I was wondering if all tivo drives are the same. Say I copied the files of the tivo to back it up, would it be the same files that you got when you copied it?

Thanks


----------



## xnevergiveinx (Apr 5, 2004)

i think this question would be best answered by a thorough reading of the hinsdale how to guide.
that would help you understand the process a lot more.
http://www.newreleasesvideo.com/hinsdale-how-to/index9.html


----------



## classicsat (Feb 18, 2004)

More or less yes.
The only issues are software versions for different models, system keys (reset upon a C&DE), and the byteswapping of S1s, which is mostly a non-issue.

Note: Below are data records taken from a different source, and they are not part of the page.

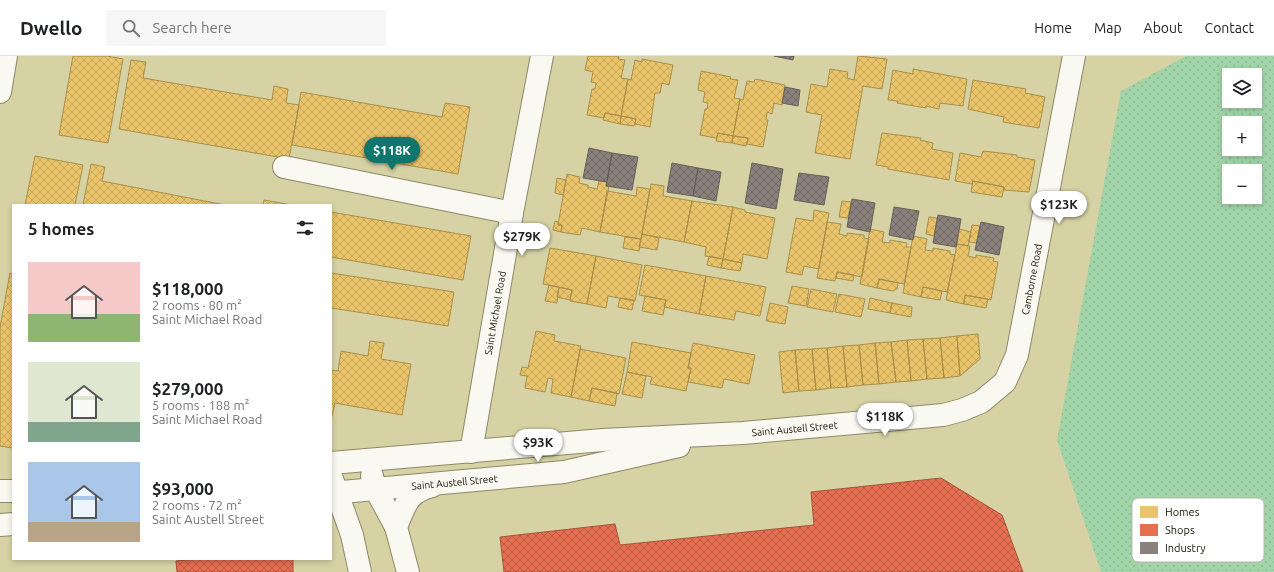 <!DOCTYPE html>
<meta charset="utf-8">
<style>
body{margin:0;font-family:Ubuntu,sans-serif;background:#f6f6f6;color:#202124;height:100vh;display:flex;flex-direction:column;font-size:15px;white-space:nowrap}
*{box-sizing:border-box;margin:0}
p{font-size:13px;color:#757577}
.icon{flex:none;width:22px;height:22px;fill:none;stroke:currentColor;stroke-width:2;stroke-linecap:round;stroke-linejoin:round}
.map{position:relative;flex:1;overflow:hidden}
.sheet{position:absolute;left:12px;top:148px;width:320px;height:356px;display:flex;flex-direction:column;background:#fff;border-radius:0px;box-shadow:0 2px 6px #0003}
.sheet>*{flex:none}
.fabs{position:absolute;left:1222px;top:12px;display:grid;gap:8px}
.fabs a{display:grid;place-items:center;width:40px;height:40px;border-radius:0px;background:#fff;box-shadow:0 2px 6px #0003;font-size:20px}
.price{position:absolute;translate:-50% -34px;padding:0 9px;border-radius:14px;background:#fff;color:#222;font-size:13px;line-height:26px;filter:drop-shadow(0 1px 2px #0008)}
.price::after{content:'';position:absolute;left:50%;top:24px;width:12px;height:9px;margin-left:-6px;background:inherit;clip-path:polygon(0 0,100% 0,50% 100%)}
.price.current{background:#0f766e;color:#fff}
ul{padding:0;list-style:none}
li{display:flex;align-items:center;gap:12px;height:100px;padding:0 16px}
li span{display:grid;place-items:center;flex:none;width:112px;height:80px;border-radius:0px;color:#555}
li>.icon{margin-inline-start:auto}
span .icon{width:48px;height:48px;fill:#fffc;stroke-width:1}
li b{font-size:17px}
h2{display:flex;justify-content:space-between;align-items:center;height:48px;padding:0 16px;font-size:17px}
header{display:flex;align-items:center;gap:24px;box-sizing:border-box;height:56px;padding:0 20px;background:#fff;border-bottom:1px solid #e0e0e0}
header strong{font-size:19px}
nav{display:flex;gap:22px;margin-inline-start:auto;font-size:14px}
.search{width:280px;height:36px;background:#f6f6f6;display:flex;align-items:center;gap:10px;box-sizing:border-box;padding:0 14px;border-radius:0px;color:#757577;font-size:15px}
.map>svg:first-child{display:block}
</style>
<header>
<strong>Dwello</strong>
<div class="search"><svg class="icon" aria-label="search" viewBox="0 0 24 24"><circle cx="10" cy="10" r="6"/><path d="M15 15l6 6"/></svg>Search here</div>
<nav><a>Home</a><a>Map</a><a>About</a><a>Contact</a></nav>
</header>
<div class="map">
<svg width="1274" height="516" viewBox="0 0 1274 516">
<defs>
<pattern id="grass-dots" width="8" height="8" patternUnits="userSpaceOnUse"><rect width="8" height="8" fill="#a1d5a8"/><path d="M2 2h.1M6 6h.1" fill="none" stroke="#8ab68f" stroke-width="1.8" stroke-linecap="round"/></pattern>
<pattern id="homes-cross-hatch" width="8" height="8" patternUnits="userSpaceOnUse"><rect width="8" height="8" fill="#e9c46a"/><path d="M0 0l8 8M0 8l8-8" fill="none" stroke="#c7a75a"/></pattern>
<pattern id="shops-cross-hatch" width="8" height="8" patternUnits="userSpaceOnUse"><rect width="8" height="8" fill="#e76f51"/><path d="M0 0l8 8M0 8l8-8" fill="none" stroke="#ba5a41"/></pattern>
<pattern id="industry-cross-hatch" width="8" height="8" patternUnits="userSpaceOnUse"><rect width="8" height="8" fill="#8a817c"/><path d="M0 0l8 8M0 8l8-8" fill="none" stroke="#706863"/></pattern>
</defs>
<rect width="100%" height="100%" fill="#d6d2a4"/>
<path fill="url(#grass-dots)" fill-rule="evenodd" d="M1186 0H1274V516H1101L1057 384 1121 35ZM1229 19H1255V45H1229ZM1229 67H1255V93H1229ZM1229 115H1255V141H1229Z"/>
<path fill="url(#homes-cross-hatch)" stroke="#a98f4a" d="M73 0H107L123 3 108 87 59 79Z
M588 0H619L618 3 625 4 621 22 628 23 621 60 605 57 604 62 587 59 592 33H595L596 27 591 26 593 16 585 14Z
M858 0 887 3 882 33 863 30 850 103 815 97 822 59 806 56 811 28 827 31 830 13 848 16 847 22 854 24Z
M642 3 673 9 669 29 662 27 660 37H655L650 71 635 68 636 63 621 60 628 23 631 24 635 4 642 6Z
M131 4 146 6 143 22 272 44 274 30 288 33 286 47 299 49 289 103 119 73Z
M913 13 967 23 963 50 940 47 939 53 926 50V52L897 47 898 45 888 44 893 14 913 18Z
M701 15 731 21 730 23 738 24 734 42 740 43 733 80 718 77 716 82 700 79 705 53H707L708 47 703 46 705 36 698 34Z
M755 23 785 29 782 49 774 47 772 58 767 56 766 64H768L763 91 747 88 748 82 733 80 740 43 743 44 747 25 754 26Z
M973 24 1026 33 1025 37 1045 41 1039 72 1003 66 1004 61 968 53Z
M301 36 442 61 445 47 470 51 458 118 292 89Z
M605 57 621 60 620 68 603 64Z
M621 60 636 63 634 70 620 68Z
M718 77 733 80 732 87 716 85Z
M882 77 921 82 920 84 933 87 932 93 953 97 949 124 888 113V111L876 109Z
M733 80 748 82 746 90 732 87Z
M983 95 1017 99V101L1035 104 1029 136 1004 134V131L973 125 972 128 955 125 960 97 981 101Z
M35 100 83 109 75 149H25Z
M91 108 105 111 102 125 225 149H83Z
M567 118 580 121 579 127 588 129V131L597 133 599 125 607 126 606 130H609L600 176 582 172 580 179 561 176 562 169H558Z
M557 122 566 124 563 139 555 137Z
M973 125 1004 131 1002 141 971 136Z
M651 128 664 130 663 140 692 145 684 186 642 178Z
M637 131 650 133 641 183 600 176 607 135 636 140Z
M264 144 292 149H263Z
M692 145 733 151 723 203 705 200 706 191 684 186Z
M842 145 851 146 848 162 839 161Z
M733 151 745 154V156L775 162 767 203 743 198 742 207 723 203Z
M814 154 829 157 819 213 804 210 802 219 786 216 796 162 813 165Z
M331 156 471 180 463 224 331 201Z
M929 161 937 162 934 180 926 178Z
M555 165 558 166V169H562L561 176 553 174Z
M827 166 841 168 839 178 847 180V177L864 179V182L869 183 862 221 837 216 835 225 817 222Z
M972 169 980 170 977 187 969 186Z
M870 173 884 176 882 186 890 187V184L907 187 906 191H911L904 228 879 223 877 232 860 228Z
M959 173 971 176 968 190 957 188Z
M642 178 659 182 657 194 639 191Z
M913 180 927 183 925 194 933 195V192L950 195V198L955 199 947 236 923 231 921 241 903 237Z
M625 181 641 183 639 195 623 192Z
M957 188 970 190 968 200 976 202V199L994 202 993 205 998 206 991 244 965 239 964 248 946 244Z
M550 192 596 200 587 248 570 245 572 234 543 228Z
M596 200 642 209 635 245 608 240 606 252 587 248Z
M709 200 723 203 721 212 707 209Z
M723 203 742 207 740 215 721 212Z
M645 209 706 220 699 258 664 251 666 244 639 239Z
M837 216 854 219 853 225 836 222Z
M10 217 13 218V392L0 390V271Z
M331 217 454 236 448 270 331 252Z
M706 220 766 231 760 260 736 255 734 264 699 258Z
M879 223 898 227 897 233 893 235 877 232Z
M549 229 559 231 557 247 545 245Z
M792 230 809 233 806 250 788 247Z
M559 231 572 234 570 244 557 241Z
M923 231 942 235 940 244 921 241Z
M811 233 837 238 833 256 807 251Z
M839 238 865 243 861 261 835 256Z
M965 239 988 243 986 252 964 248Z
M645 240 666 244 663 259 642 255Z
M620 242 634 244 632 254 618 251Z
M870 242 892 247 890 257 868 253Z
M770 247 788 251 785 268 766 265Z
M892 247 912 251 911 261 890 257Z
M536 275 555 279 554 285 581 290 571 341 551 337 553 323 548 322 545 336 525 332 527 320 520 319 522 311 528 312Z
M978 278 980 303 960 320 957 280Z
M957 280 960 320 944 322 940 282Z
M940 282 944 322 927 323 923 283Z
M923 283 927 323 911 325 907 284Z
M907 284 911 325 896 326 891 286Z
M370 285 384 287 381 303 411 308 402 359 335 347 331 364V314L338 315 341 295 368 300Z
M632 286 691 297 688 312H691L686 335 650 328 652 321 627 316Z
M891 286 896 326 879 328 875 287Z
M693 287 755 299 749 328 724 323 722 332 688 326 691 312H688Z
M875 287 879 328 863 329 859 289Z
M859 289 863 329 847 331 843 290Z
M843 290 847 331 831 332 827 292Z
M827 292 831 332 816 334 812 293Z
M580 293 626 302 619 338 592 332 589 345 571 341Z
M812 293 816 334 799 335 795 294Z
M795 294 799 335 783 337 779 296Z
M627 316 646 320 642 342 622 338Z
M592 332 617 337 615 350 589 345Z"/>
<path fill="url(#shops-cross-hatch)" stroke="#a85339" d="M941 422 1002 459 1023 516H504L500 481 615 468 620 489 814 469 811 436Z
M199 503H293V516H177L176 505Z"/>
<path fill="url(#industry-cross-hatch)" stroke="#676057" d="M774 0H794L793 4Z
M785 31 800 34 798 50 782 47Z
M589 92 612 97 607 126 583 122Z
M612 97 638 101 632 134 606 130Z
M672 107 698 112 693 140 667 136Z
M752 107 783 113 776 153 745 147Z
M698 112 721 116 716 145 693 140Z
M799 117 829 121 824 149 794 144Z
M852 143 875 147 870 176 847 171Z
M894 151 919 155 913 184 889 179Z
M938 159 961 163 956 191 933 187Z
M981 166 1004 171 999 199 975 194Z"/>
<g fill="none" stroke-linecap="round" stroke-linejoin="round">
<defs>
<g id="minor">
<path d="M0 36 6 0"/>
<path d="M284 111 512 157"/>
<path id="s1" d="M471 396 512 157 542 0"/>
<path id="s2" d="M331 407 603 384 743 377 943 359 962 354 981 346 1005 326 1017 299 1074 0"/>
<path d="M372 420 375 432 396 471 408 516"/>
<path d="M332 423 352 479 360 516"/>
<path d="M0 435H13"/>
<path id="s3" d="M331 437 564 416 679 390"/>
<path d="M0 469 13 468"/>
<path d="M396 471C405 450 407 436 432 430"/>
</g>
</defs>
<use href="#minor" stroke="#8c8969" stroke-width="24"/>
<use href="#minor" stroke="#f9f8f1" stroke-width="22"/>
</g>
<g text-anchor="middle" stroke-width="4" stroke-linejoin="round" paint-order="stroke">
<g font-size="10" fill="#141200" stroke="#fff">
<text dy="4" stroke="none"><textPath href="#s2" startOffset="792">Camborne Road</textPath></text>
<text dy="4" stroke="none"><textPath href="#s1" startOffset="141">Saint Michael Road</textPath></text>
<text dy="4" stroke="none"><textPath href="#s2" startOffset="465">Saint Austell Street</textPath></text>
<text dy="4" stroke="none"><textPath href="#s3" startOffset="124">Saint Austell Street</textPath></text>
</g>
</g>
<rect x="1132" y="442" width="132" height="64" rx="6" fill="#fff" stroke="#b8b8b2" stroke-width="1"/>
<rect x="1140" y="450" width="18" height="12" fill="#e9c46a"/>
<rect x="1140" y="468" width="18" height="12" fill="#e76f51"/>
<rect x="1140" y="486" width="18" height="12" fill="#8a817c"/>
<g font-size="11" fill="#141200">
<text x="1165" y="460">Homes</text>
<text x="1165" y="478">Shops</text>
<text x="1165" y="496">Industry</text>
</g>
</svg>
<div class="fabs">
<a><svg class="icon" aria-label="layers" viewBox="0 0 24 24"><path d="M12 4l9 5-9 5-9-5zM3 14l9 5 9-5"/></svg></a>
<a>+</a>
<a>−</a>
</div>
<b class="price current" style="left:392px;top:115px">$118K</b>
<b class="price" style="left:1059px;top:169px">$123K</b>
<b class="price" style="left:522px;top:201px">$279K</b>
<b class="price" style="left:885px;top:381px">$118K</b>
<b class="price" style="left:538px;top:407px">$93K</b>
<section class="sheet">
<h2>5 homes<svg class="icon" aria-label="filters" viewBox="0 0 24 24"><path d="M4 7h16M4 17h16"/><circle cx="9" cy="7" r="2"/><circle cx="15" cy="17" r="2"/></svg></h2>
<ul>
<li><span style="background:linear-gradient(#f6c9c9 65%,#8fb573 0)"><svg class="icon" aria-label="home" viewBox="0 0 24 24"><path d="M3 11l9-7 9 7M6 9v11h12V9"/></svg></span><div><b>$118,000</b><p>2 rooms · 80 m²</p><p>Saint Michael Road</p></div></li>
<li><span style="background:linear-gradient(#dfe7d0 75%,#7fa58c 0)"><svg class="icon" aria-label="home" viewBox="0 0 24 24"><path d="M3 11l9-7 9 7M6 9v11h12V9"/></svg></span><div><b>$279,000</b><p>5 rooms · 188 m²</p><p>Saint Michael Road</p></div></li>
<li><span style="background:linear-gradient(#a9c7e8 75%,#b9a48a 0)"><svg class="icon" aria-label="home" viewBox="0 0 24 24"><path d="M3 11l9-7 9 7M6 9v11h12V9"/></svg></span><div><b>$93,000</b><p>2 rooms · 72 m²</p><p>Saint Austell Street</p></div></li>
</ul>
</section>
</div>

When you back up, you lose your recordings.


----------



## xnevergiveinx (Apr 5, 2004)

classicsat said:


> More or less yes.
> The only issues are software versions for different models, system keys (reset upon a C&DE), and the byteswapping of S1s, which is mostly a non-issue.
> 
> When you back up, you lose your recordings.


true, unless you do a DD copy. however, i've only done successful DD copys with single drive configurations. with dual drives, it will work, but if you add space, it will not expand to show the newly added space


----------



## elictricocean (Jan 14, 2006)

I just want to know if I could use the files that you copied from your tivo series 2 so i don't have to take out the drive


----------



## Gunnyman (Jul 10, 2003)

there isn't any way to back up a tivo drive without removing it from the tivo, is this what you are asking?


----------



## elictricocean (Jan 14, 2006)

No. My question is can I use the files that you copied from your drive if you emailed them to me.


----------



## Gunnyman (Jul 10, 2003)

each Tivo has model specific software on it
you can BUY software images on CD from ptvupgrade.com


----------



## xnevergiveinx (Apr 5, 2004)

elictricocean said:


> No. My question is can I use the files that you copied from your drive if you emailed them to me.


in theory yes, if we had the same model series 2


----------